RecipesFrom the test kitchen
Chicken and quinoa power bowl
Grilled chicken breast over fluffy quinoa with spinach, avocado, and a bright lemon dressing, built to land around 45 grams of protein per bowl.
Method
- 1
Rinse the quinoa, then simmer it in 2 cups of water with a pinch of salt for 15 minutes, until the water is absorbed and the grains show their little spiral tails. Fluff with a fork and let it steam off the heat, covered, for 5 minutes.
- 2
While the quinoa cooks, pat the chicken breasts dry and pound the thick ends to an even thickness so they cook evenly. Rub with 1 teaspoon olive oil, the oregano, salt, and pepper.
- 3
Heat a grill pan or skillet over medium-high heat. Cook the chicken 5 to 6 minutes per side, until the internal temperature reaches 165 F. Rest it on a cutting board for 5 minutes, then slice against the grain.
- 4
Whisk the lemon juice, 2 tablespoons olive oil, minced garlic, and a pinch of salt into a quick dressing.
- 5
Divide the raw spinach between two bowls and top with the warm quinoa. The heat will soften the greens just slightly.
- 6
Fan the sliced chicken and avocado over each bowl.
- 7
Spoon the lemon dressing over everything, crack black pepper on top, and serve while the chicken is still warm.
Why this scores well
Original analysis by NutriVerdict
On our Nutrient Density Score, this bowl stacks strong performers. Raw spinach scores a perfect 100, the top of the entire vegetable pool, packing iron and folate into almost zero calories. Roasted chicken breast (71) is one of the leanest protein sources in the USDA data, delivering roughly 31 grams of protein per 100 grams. Cooked quinoa (67) is the rare grain with a complete amino acid profile plus its own iron contribution, and raw avocado (66) brings fiber, potassium, and monounsaturated fat. Raw lemon juice (90) adds vitamin C that supports absorption of the plant iron in the bowl. Even the olive oil (34) earns its spot as the dressing base. Together they push each serving to around 45 grams of protein with a meaningful iron load.
Tips
- Meal-prep friendly: grill the chicken and cook the quinoa on Sunday, then assemble bowls in under 5 minutes all week. Add the avocado and dressing right before eating so they stay fresh.
- The lemon juice is not just for flavor. Its vitamin C helps your body absorb the non-heme iron from the spinach and quinoa, so do not skip the dressing.

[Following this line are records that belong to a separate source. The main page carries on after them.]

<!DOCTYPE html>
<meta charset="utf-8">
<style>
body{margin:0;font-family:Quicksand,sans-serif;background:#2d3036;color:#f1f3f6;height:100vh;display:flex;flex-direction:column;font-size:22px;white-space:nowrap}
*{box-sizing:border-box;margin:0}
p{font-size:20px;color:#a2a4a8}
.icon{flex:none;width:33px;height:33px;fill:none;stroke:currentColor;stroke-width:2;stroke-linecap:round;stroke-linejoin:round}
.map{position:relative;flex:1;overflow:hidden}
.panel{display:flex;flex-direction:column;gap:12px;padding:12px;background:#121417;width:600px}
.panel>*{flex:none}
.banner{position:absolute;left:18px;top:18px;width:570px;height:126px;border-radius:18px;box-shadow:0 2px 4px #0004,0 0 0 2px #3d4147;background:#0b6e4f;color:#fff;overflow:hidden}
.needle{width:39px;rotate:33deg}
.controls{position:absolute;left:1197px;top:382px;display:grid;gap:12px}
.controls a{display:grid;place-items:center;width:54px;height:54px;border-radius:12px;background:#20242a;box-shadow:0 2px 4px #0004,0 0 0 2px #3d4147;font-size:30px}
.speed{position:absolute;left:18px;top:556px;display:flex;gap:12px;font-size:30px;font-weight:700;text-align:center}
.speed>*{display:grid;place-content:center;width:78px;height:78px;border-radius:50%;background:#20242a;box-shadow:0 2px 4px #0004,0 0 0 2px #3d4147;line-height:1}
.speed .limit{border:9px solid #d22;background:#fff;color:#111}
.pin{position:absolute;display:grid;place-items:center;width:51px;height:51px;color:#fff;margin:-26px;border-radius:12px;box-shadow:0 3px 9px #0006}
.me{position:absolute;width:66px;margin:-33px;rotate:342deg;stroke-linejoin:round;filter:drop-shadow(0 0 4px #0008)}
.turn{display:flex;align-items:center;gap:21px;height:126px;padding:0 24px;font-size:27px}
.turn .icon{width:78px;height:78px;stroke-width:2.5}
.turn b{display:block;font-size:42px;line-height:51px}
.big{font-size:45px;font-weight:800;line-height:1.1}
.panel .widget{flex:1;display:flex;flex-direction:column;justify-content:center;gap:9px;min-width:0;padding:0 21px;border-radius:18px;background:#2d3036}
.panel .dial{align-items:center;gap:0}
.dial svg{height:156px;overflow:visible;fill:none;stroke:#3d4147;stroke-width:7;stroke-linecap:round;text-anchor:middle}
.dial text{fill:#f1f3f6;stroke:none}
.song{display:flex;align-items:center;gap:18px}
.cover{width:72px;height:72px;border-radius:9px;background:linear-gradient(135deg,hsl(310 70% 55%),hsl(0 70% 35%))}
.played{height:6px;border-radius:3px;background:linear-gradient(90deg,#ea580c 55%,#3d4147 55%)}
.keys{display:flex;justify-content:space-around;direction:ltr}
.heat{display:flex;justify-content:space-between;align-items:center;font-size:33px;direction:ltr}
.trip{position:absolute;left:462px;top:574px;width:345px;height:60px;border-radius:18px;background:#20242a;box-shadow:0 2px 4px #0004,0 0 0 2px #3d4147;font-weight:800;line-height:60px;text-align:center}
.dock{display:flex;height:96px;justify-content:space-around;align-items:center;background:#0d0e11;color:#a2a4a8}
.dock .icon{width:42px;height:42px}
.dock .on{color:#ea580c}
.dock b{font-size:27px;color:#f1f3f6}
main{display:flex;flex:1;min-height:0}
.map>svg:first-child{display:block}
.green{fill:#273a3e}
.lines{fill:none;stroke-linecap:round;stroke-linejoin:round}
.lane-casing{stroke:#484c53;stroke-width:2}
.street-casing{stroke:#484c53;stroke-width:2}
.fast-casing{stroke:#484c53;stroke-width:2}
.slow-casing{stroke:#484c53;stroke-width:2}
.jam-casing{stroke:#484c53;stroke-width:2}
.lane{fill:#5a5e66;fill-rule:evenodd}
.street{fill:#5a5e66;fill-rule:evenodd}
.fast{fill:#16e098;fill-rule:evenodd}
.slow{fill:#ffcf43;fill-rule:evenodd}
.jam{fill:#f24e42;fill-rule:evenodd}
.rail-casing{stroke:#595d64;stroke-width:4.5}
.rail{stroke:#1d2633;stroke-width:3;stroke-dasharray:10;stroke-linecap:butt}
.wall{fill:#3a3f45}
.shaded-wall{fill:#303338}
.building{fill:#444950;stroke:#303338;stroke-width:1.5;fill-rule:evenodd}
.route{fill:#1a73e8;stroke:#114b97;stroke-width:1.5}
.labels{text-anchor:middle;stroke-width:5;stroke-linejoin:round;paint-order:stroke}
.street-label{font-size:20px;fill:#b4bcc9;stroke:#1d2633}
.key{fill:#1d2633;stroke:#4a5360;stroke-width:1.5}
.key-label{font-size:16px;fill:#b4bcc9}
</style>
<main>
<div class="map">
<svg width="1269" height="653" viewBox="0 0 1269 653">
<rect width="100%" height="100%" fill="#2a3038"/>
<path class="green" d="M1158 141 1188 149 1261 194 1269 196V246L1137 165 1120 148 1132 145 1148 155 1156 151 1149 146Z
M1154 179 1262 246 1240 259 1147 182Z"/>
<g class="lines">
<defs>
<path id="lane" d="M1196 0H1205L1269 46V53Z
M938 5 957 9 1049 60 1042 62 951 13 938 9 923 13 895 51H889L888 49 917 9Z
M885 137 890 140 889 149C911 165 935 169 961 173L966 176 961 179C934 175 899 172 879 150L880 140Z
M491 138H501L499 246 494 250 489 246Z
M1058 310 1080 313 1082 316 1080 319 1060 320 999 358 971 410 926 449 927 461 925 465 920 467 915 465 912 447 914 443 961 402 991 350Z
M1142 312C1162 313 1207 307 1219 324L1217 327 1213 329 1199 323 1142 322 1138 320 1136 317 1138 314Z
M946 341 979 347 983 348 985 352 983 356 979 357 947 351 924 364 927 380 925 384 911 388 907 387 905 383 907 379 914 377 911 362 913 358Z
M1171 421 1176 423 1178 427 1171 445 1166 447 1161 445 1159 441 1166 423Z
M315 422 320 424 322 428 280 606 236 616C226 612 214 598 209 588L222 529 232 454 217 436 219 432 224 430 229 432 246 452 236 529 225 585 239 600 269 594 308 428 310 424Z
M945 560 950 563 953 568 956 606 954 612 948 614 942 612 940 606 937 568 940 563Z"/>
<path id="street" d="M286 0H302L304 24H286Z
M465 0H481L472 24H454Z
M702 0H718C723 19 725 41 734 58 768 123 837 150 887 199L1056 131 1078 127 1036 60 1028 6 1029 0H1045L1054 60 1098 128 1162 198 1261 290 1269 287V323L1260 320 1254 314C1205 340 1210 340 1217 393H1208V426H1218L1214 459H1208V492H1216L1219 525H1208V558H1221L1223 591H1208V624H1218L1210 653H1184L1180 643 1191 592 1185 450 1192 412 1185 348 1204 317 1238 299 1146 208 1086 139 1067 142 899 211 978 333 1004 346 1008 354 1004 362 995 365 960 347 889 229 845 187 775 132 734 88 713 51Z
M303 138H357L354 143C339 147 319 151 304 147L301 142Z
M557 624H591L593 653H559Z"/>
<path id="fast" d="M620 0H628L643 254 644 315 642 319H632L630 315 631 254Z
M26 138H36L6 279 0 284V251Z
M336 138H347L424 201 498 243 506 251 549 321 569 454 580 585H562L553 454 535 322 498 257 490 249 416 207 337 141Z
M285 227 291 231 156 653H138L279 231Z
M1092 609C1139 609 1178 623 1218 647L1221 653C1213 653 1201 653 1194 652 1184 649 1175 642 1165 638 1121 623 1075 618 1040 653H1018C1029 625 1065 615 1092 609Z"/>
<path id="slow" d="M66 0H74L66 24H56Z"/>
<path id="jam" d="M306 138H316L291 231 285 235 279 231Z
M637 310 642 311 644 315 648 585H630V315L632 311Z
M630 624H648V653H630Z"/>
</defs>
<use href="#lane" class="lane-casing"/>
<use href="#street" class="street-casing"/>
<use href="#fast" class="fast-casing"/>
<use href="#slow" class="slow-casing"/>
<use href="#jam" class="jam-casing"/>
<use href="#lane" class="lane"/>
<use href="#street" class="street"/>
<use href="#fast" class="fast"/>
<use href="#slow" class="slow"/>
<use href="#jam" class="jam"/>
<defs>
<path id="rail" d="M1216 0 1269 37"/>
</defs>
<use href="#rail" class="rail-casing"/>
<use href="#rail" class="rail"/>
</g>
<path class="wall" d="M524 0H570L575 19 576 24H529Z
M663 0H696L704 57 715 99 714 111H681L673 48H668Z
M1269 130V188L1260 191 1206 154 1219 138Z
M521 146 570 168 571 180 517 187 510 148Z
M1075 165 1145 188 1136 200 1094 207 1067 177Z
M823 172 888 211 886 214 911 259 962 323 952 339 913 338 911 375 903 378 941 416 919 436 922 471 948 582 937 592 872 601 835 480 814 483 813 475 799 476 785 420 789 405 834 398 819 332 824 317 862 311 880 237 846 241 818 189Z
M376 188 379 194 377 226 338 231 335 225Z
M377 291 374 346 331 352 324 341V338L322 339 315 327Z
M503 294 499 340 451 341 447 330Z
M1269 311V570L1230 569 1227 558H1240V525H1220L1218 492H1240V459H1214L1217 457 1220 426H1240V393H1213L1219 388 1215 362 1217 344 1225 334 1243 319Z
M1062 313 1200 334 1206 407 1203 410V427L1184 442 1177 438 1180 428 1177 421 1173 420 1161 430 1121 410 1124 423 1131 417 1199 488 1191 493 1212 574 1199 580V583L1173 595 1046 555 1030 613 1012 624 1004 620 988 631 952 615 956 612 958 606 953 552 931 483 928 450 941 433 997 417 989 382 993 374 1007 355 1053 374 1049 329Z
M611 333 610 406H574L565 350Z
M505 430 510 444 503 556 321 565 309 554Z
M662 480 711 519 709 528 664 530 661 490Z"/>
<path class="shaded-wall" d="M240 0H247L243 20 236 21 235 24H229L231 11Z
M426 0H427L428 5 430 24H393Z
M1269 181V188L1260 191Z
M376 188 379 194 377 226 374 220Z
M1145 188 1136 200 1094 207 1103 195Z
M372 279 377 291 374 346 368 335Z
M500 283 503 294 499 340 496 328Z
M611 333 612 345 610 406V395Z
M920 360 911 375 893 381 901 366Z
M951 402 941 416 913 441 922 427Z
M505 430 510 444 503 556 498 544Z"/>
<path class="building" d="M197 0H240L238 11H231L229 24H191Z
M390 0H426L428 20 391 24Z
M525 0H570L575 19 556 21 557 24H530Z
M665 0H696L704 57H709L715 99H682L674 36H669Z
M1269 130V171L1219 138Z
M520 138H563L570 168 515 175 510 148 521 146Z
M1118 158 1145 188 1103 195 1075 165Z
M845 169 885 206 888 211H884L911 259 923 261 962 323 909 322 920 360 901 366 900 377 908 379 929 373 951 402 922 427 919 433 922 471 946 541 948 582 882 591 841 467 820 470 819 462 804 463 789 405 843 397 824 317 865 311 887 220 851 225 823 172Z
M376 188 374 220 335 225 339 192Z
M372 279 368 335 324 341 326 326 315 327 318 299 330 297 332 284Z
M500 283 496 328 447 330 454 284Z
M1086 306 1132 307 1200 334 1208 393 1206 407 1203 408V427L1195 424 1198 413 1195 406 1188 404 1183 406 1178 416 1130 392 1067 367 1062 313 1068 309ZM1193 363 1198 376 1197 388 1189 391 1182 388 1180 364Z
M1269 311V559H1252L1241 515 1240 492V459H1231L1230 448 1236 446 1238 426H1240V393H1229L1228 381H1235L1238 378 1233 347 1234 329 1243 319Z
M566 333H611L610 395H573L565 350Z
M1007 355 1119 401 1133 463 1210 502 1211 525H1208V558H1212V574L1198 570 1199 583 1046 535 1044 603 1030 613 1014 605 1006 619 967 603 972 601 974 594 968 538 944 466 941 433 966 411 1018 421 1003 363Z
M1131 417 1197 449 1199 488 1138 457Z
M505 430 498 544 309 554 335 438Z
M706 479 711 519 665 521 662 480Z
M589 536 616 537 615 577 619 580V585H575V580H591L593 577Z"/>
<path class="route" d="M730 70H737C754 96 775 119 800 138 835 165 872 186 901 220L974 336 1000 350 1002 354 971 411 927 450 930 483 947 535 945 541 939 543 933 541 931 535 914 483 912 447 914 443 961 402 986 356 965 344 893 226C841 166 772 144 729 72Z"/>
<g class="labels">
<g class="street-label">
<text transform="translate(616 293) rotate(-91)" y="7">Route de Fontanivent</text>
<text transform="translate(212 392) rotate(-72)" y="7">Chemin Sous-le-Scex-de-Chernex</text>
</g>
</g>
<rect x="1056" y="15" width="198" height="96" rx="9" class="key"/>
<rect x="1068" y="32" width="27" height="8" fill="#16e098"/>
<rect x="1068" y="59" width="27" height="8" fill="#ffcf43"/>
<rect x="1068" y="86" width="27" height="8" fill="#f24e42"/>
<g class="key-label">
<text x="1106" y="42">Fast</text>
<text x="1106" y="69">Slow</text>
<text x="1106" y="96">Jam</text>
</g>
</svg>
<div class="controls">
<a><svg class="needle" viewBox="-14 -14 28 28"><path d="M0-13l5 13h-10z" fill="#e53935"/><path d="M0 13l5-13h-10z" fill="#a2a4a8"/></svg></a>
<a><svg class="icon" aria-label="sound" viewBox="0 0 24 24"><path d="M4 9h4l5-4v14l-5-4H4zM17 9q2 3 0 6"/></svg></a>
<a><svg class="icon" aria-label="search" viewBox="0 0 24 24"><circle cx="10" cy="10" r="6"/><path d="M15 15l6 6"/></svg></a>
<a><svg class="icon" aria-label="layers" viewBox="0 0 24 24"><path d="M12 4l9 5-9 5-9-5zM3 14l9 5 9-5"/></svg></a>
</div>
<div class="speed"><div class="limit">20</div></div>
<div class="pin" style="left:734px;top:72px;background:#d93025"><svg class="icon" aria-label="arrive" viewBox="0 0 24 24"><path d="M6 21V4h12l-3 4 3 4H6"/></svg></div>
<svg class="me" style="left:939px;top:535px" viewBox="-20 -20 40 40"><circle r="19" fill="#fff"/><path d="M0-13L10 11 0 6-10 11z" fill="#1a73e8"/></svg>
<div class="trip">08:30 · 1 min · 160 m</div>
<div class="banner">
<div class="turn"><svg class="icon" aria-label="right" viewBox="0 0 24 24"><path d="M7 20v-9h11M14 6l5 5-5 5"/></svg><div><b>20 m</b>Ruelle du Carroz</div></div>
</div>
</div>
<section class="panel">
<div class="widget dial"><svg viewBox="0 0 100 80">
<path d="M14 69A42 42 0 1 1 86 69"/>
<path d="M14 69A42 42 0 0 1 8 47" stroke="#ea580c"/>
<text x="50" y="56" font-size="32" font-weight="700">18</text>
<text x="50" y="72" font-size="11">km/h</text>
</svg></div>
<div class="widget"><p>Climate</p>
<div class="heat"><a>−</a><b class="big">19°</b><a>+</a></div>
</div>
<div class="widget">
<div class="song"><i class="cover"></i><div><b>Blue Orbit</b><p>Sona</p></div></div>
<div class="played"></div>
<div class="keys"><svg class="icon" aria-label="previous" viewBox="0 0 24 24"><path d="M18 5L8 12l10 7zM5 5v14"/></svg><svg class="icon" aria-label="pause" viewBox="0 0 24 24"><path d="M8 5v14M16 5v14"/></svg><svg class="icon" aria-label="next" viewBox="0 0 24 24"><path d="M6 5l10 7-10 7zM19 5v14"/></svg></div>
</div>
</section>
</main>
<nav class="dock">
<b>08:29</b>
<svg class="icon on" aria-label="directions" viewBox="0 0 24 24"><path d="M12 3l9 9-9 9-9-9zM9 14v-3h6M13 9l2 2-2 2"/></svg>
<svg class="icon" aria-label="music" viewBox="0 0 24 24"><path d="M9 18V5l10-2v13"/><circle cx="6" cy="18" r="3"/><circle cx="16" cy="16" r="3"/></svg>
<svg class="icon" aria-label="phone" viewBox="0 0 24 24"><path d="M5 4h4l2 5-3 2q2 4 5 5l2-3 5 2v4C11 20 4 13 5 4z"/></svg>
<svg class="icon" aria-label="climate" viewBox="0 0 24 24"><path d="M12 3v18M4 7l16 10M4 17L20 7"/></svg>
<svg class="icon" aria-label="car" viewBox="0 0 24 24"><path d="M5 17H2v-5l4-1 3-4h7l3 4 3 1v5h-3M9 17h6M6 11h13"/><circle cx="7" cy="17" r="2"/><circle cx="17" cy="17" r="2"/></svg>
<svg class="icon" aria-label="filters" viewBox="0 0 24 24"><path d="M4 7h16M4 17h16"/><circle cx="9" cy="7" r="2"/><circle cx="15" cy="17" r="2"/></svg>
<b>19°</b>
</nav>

- For extra protein at nearly no cost, fold a spoonful of the quinoa cooking pot into a double batch and freeze it flat in a zip bag.
Note: This is food, not medical advice. The bowl combines lean animal protein from chicken breast with complete plant protein from quinoa, iron and folate from spinach, and vitamin C from fresh lemon juice. Building lunch around these USDA-tracked, high-density foods is a straightforward way to hit a high-protein target with whole ingredients.